« Je suppose que vous n'êtes pas de ceux qui pensent que le lion est mort, dicte-t-il pour Murat. Vous m'avez fait tout le mal que vous pouvez depuis mon départ de Vilna. Le titre de roi vous a perdu la tête. Si vous désirez le conserver, ce titre, il faut vous conduire autrement que vous n'avez fait jusqu'à présent. »
Il parcourt ces lettres que les agents du Cabinet noir chargé d'espionner les correspondances ont pu saisir.
Il n'a même pas été surpris de découvrir qu'elles sont du « Blafard », Talleyrand, un homme qui continue de participer aux Conseils privés.
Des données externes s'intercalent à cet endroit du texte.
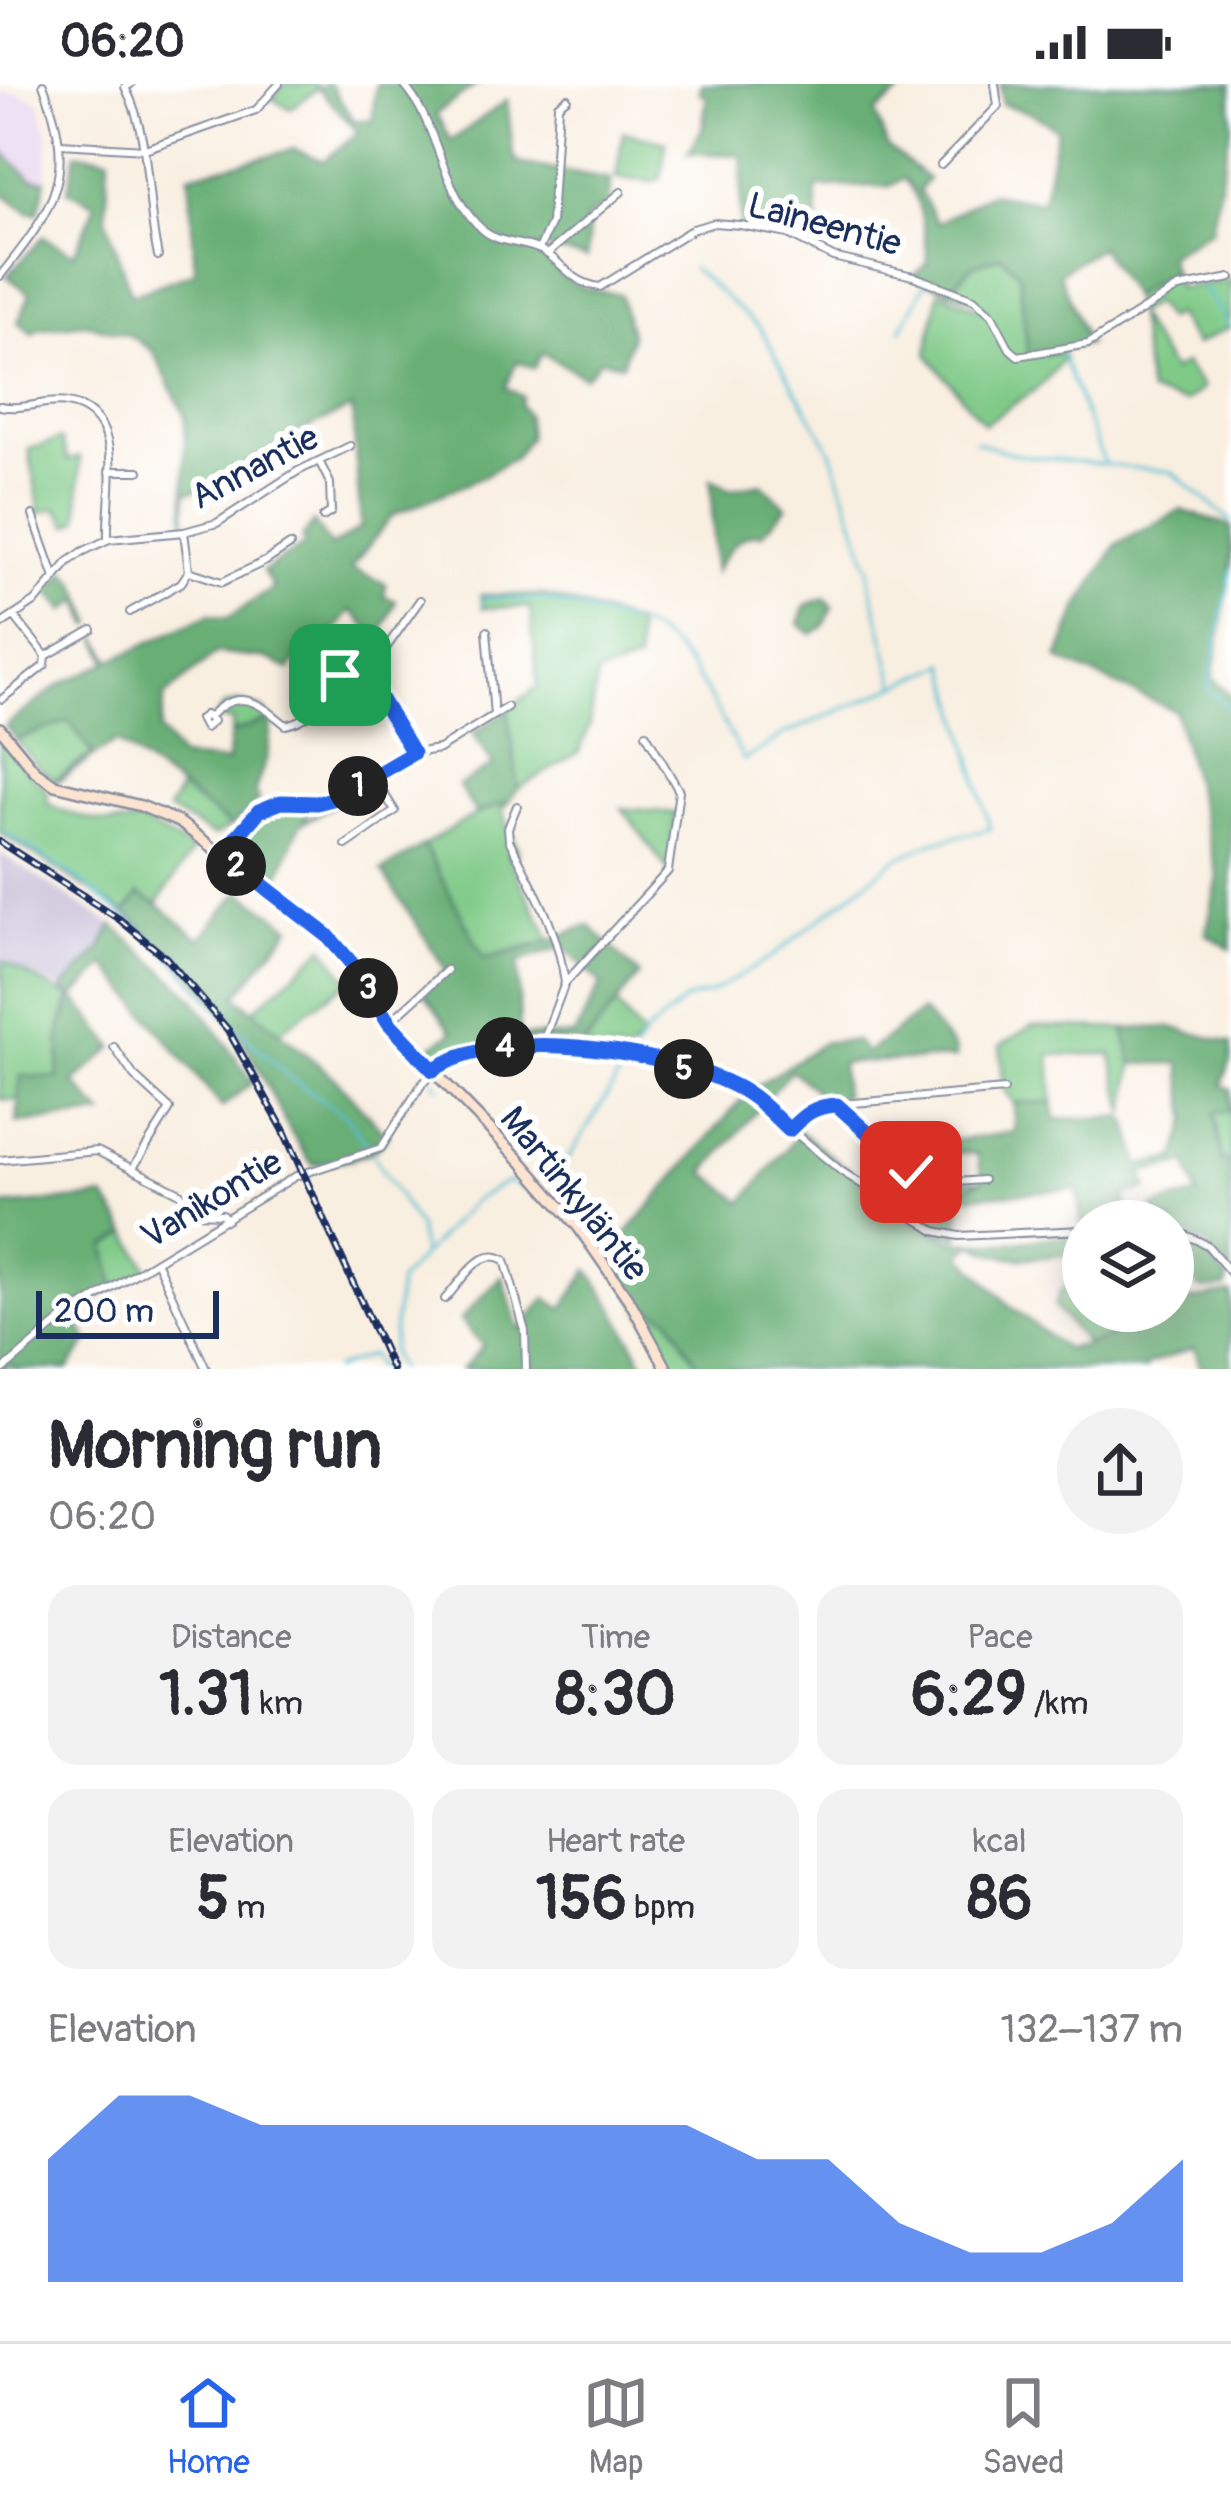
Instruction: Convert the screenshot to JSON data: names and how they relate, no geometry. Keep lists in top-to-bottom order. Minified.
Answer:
{"streets":{"street":["Laineentie","Annantie","Martinkyläntie","Vanikontie"]},"crossings":[["Martinkyläntie","Vanikontie"]],"scale_bar":"200 m","page":{"status":"06:20","pins":["1","2","3","4","5"],"scale":"200 m","heading":["Morning run","06:20"],"stats":[["Distance","1.31 km"],["Time","8:30"],["Pace","6:29 /km"],["Elevation","5 m"],["Heart rate","156 bpm"],["kcal","86"]],"chart":["Elevation","132–137 m"],"tabs":["Home","Map","Saved"]}}
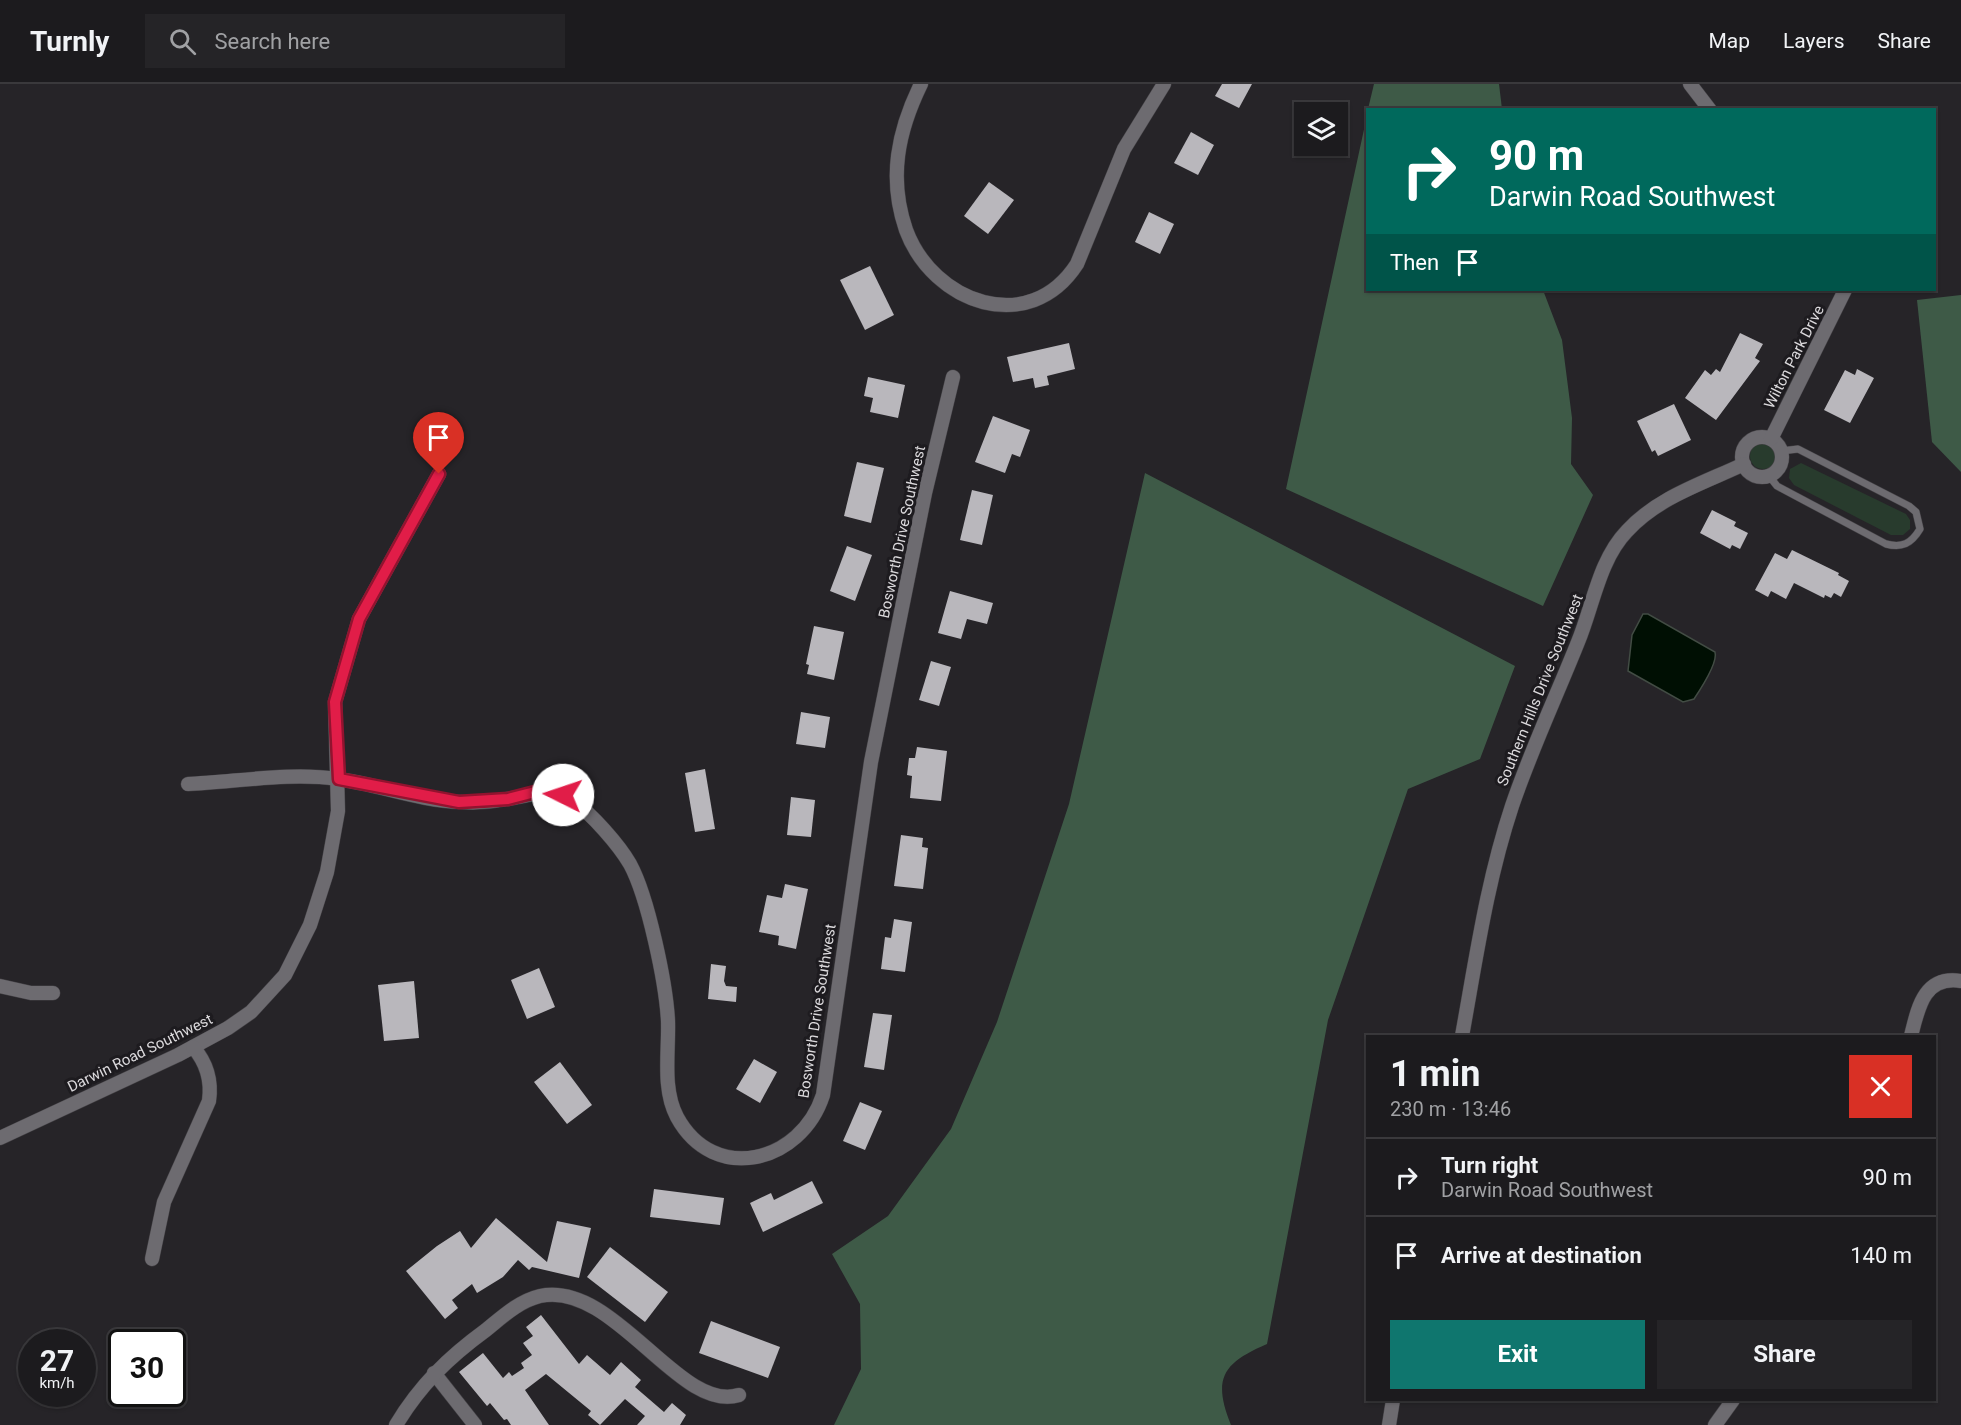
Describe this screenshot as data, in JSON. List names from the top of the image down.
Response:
{
  "streets": {
    "street": [
      "Wilton Park Drive",
      "Bosworth Drive Southwest",
      "Southern Hills Drive Southwest",
      "Darwin Road Southwest"
    ]
  },
  "crossings": [
    ["Wilton Park Drive", "Southern Hills Drive Southwest"],
    ["Bosworth Drive Southwest", "Darwin Road Southwest"]
  ],
  "page": {
    "header": "Turnly",
    "search": "Search here",
    "nav": ["Map", "Layers", "Share"],
    "turn": ["90 m", "Darwin Road Southwest"],
    "then": "Then",
    "heading": ["1 min", "230 m · 13:46"],
    "list": [
      {
        "name": "Turn right",
        "note": "Darwin Road Southwest",
        "value": "90 m"
      },
      {
        "name": "Arrive at destination",
        "value": "140 m"
      }
    ],
    "buttons": ["Exit", "Share"],
    "speed": "27 km/h",
    "limit": "30"
  }
}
Il écrit à son oncle, ancien archevêque de Reims, émigré, proche de Louis XVIII et compagnon d'exil à Hartwell, où vit la petite Cour qui entoure, en Angleterre, le frère de Louis XVI. Talleyrand fait des offres de service, assure que la campagne de Russie est pour l'Empire « le commencement de la fin » et que tout cela se terminera par un « retour aux Bourbons ».
Indigne Talleyrand !
Napoléon a un accès de colère. Il veut poursuivre Talleyrand en justice, l'exiler sur ses terres, mais Savary et Cambacérès plaident pour l'ancien évêque d'Autun. Pourquoi faire un éclat ? disent-ils. Il suffit de le surveiller, prétendent-ils.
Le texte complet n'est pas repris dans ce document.